(Dataset entries)
++++++++

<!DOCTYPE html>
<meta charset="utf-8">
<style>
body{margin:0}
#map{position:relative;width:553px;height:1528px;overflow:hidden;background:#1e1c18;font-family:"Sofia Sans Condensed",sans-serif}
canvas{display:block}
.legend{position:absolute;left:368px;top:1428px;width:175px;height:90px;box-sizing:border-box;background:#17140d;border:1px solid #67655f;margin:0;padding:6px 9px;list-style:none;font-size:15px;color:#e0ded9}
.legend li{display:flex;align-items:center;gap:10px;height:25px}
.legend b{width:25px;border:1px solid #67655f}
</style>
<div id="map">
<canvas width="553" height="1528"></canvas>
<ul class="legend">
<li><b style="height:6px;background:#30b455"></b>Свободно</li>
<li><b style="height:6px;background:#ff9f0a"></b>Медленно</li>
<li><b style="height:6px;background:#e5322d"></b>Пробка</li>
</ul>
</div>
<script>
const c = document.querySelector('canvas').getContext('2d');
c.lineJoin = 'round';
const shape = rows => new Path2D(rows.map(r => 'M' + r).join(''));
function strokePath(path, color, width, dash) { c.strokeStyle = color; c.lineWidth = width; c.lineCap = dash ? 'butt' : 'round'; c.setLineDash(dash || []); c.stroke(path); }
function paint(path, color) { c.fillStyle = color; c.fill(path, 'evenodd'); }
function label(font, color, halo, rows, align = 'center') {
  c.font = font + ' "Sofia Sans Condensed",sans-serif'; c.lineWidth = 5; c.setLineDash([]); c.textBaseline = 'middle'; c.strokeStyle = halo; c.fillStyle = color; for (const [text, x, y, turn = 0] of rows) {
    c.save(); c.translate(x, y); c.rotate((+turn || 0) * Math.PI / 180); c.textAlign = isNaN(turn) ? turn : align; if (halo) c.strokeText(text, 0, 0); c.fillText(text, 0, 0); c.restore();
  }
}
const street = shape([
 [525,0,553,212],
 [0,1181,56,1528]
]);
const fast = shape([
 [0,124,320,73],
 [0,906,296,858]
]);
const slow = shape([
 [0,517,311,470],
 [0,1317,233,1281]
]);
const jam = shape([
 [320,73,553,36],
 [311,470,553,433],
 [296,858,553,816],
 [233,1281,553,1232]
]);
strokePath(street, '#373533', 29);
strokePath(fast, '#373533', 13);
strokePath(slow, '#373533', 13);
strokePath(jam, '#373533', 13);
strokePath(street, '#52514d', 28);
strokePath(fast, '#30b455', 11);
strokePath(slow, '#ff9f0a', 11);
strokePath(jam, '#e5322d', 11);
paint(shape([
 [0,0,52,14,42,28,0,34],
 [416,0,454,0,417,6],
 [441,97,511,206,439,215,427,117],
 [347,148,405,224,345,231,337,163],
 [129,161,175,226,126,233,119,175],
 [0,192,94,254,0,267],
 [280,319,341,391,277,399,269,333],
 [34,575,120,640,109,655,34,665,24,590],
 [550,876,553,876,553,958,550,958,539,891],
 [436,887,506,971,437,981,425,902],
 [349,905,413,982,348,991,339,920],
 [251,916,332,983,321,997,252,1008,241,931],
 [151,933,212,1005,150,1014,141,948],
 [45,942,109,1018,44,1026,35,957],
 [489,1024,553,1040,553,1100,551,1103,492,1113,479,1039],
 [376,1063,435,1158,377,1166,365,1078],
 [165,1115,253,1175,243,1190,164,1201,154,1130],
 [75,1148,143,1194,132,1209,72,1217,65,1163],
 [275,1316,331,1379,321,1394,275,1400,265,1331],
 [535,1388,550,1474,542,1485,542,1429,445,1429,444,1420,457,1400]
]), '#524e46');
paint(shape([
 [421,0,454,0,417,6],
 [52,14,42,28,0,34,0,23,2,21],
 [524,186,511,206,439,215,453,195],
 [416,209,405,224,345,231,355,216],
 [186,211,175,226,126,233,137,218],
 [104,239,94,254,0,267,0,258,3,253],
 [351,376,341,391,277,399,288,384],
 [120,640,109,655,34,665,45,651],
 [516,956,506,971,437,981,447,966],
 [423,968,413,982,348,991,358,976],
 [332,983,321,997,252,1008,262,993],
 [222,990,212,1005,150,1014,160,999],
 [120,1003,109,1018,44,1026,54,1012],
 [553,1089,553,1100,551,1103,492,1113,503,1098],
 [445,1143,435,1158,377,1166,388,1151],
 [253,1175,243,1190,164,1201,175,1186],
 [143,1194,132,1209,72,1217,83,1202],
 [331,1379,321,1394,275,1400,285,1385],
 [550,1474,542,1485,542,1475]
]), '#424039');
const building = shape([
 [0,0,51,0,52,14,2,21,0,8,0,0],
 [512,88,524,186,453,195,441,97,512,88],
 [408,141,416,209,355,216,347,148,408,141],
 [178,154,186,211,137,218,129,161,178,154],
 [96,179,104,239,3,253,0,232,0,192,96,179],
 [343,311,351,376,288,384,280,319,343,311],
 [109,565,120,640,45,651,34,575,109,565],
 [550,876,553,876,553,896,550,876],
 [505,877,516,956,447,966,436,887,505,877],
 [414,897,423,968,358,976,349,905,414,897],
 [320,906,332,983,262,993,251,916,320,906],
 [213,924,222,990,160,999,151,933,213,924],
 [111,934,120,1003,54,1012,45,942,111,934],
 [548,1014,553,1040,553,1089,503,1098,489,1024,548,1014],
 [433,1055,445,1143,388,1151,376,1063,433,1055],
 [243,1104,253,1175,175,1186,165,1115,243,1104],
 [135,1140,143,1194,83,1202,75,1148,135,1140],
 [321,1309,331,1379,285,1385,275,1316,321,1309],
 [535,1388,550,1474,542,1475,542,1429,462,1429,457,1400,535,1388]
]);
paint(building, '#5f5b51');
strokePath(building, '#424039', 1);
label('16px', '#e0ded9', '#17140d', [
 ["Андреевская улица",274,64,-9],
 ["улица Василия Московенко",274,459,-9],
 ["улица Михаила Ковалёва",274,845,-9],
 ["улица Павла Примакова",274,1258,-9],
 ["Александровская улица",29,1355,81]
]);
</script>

++++++++

Work task:
Which lines above include the word "halo"? Show each one.

Written solution:
function label(font, color, halo, rows, align = 'center') {
  c.font = font + ' "Sofia Sans Condensed",sans-serif'; c.lineWidth = 5; c.setLineDash([]); c.textBaseline = 'middle'; c.strokeStyle = halo; c.fillStyle = color; for (const [text, x, y, turn = 0] of rows) {
    c.save(); c.translate(x, y); c.rotate((+turn || 0) * Math.PI / 180); c.textAlign = isNaN(turn) ? turn : align; if (halo) c.strokeText(text, 0, 0); c.fillText(text, 0, 0); c.restore();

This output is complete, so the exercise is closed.